On Thursday, a New York State appeal court dismissed a constitutional challenge to the state's vehicular manslaughter law. That by itself is uninteresting. But what is interesting in the judgment was that the bench ordered a retrial of the convicted driver finding that the judge who presided over the trial had misinterpreted the law.


Vehicular manslaughter in DUI case
Steven Stickler of Chemung County was convicted of vehicular manslaughter for causing the death of a passenger as he was driving while drunk. In May 2010, Stickler ran the all-terrain vehicle he was driving off the road and 24-year old Joshua Long was thrown out of the vehicle and killed. Stickler admitted to drinking, and he was charged with two counts of driving while intoxicated and one count of vehicular manslaughter. His motion to dismiss the indictment on constitutional grounds was rejected but the appeals court found that the trial judge erred in application of the law and overturned the vehicular manslaughter conviction ordering a retrial.

The appeals court held that Hayden, the trial judge, “did not determine whether (Stickler), in fact, operated the vehicle in a manner that caused the victim's death and did so as a result of unlawful intoxication.” Justice Thomas Mercure wrote that the statute requires prosecutors to first prove that it was the defendant's driving that caused a victim's death before instructing the jury to presume that the accident was caused due to intoxication.
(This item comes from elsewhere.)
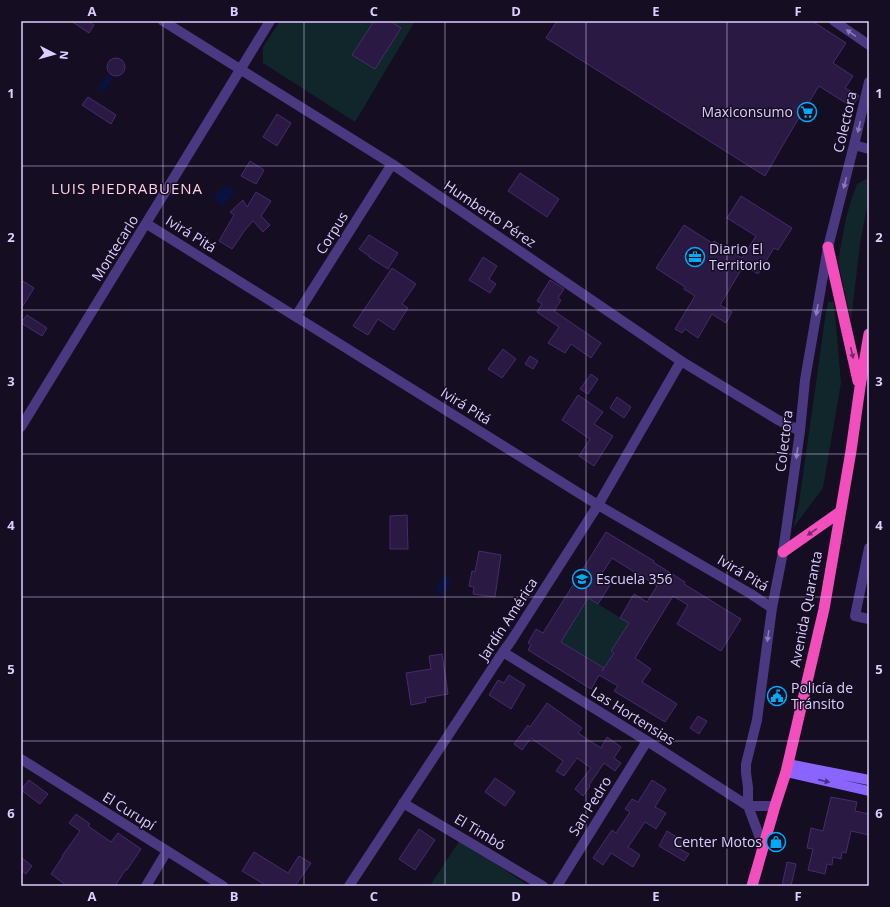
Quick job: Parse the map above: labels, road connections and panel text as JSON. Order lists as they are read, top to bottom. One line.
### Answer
{"streets":{"highway":["Avenida Quaranta"],"street":["Colectora","Humberto Pérez","Corpus","Ivirá Pitá","Montecarlo","Jardín América","Las Hortensias","San Pedro","El Curupí","El Timbó"]},"crossings":[["Colectora","Humberto Pérez"],["Colectora","Ivirá Pitá"],["Colectora","Las Hortensias"],["Humberto Pérez","Corpus"],["Humberto Pérez","Montecarlo"],["Humberto Pérez","Jardín América"],["Corpus","Ivirá Pitá"],["Ivirá Pitá","Montecarlo"],["Ivirá Pitá","Jardín América"],["Jardín América","Las Hortensias"],["Jardín América","El Timbó"],["Las Hortensias","San Pedro"]],"one_way":["Colectora"],"districts":["LUIS PIEDRABUENA"],"places":{"supermarket":["Maxiconsumo"],"office":["Diario El Territorio"],"school or university":["Escuela 356"],"public building":["Policía de Tránsito"],"shop":["Center Motos"]},"north":"right","grid":{"columns":["A","B","C","D","E","F"],"rows":["1","2","3","4","5","6"]}}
The appeals court found that the trial court made a mistake by assuming that such presumption was mandatory and not permissive. The fact is Section 125.12 of the state Penal Law allows prosecutors to make a ‘rebuttable' presumption that a death from a drunken driving accident was due to the driver's intoxication. However, such presumption cannot be automatically made by the prosecutors, but it is subject to the discretion of the judge. And the judge cannot waive the requirement of exercising such discretion without rationale.

The appeals court also observed that the 2005 amendment made to the vehicular manslaughter statute that allowed the prosecutors to make a rebuttable presumption subject to discretion of the judge was “intended to strengthen the deterrent effect … by eliminating the heavy prosecutorial burden” of showing that it was intoxication that led to an accident. However, the elimination of the prosecutorial burden was balanced by the requirement of properly administered judicial discretion – the absence of which made the prosecutorial presumption invalid.

The case is People v. Steven Stickler, New York State Supreme Court, Appellate Division, Third Department, No. 104734.

published July 06, 2012

By Author - LawCrossing
( 2 votes, average: 4.1 out of 5)
What do you think about this article? Rate it using the stars above and let us know what you think in the comments below.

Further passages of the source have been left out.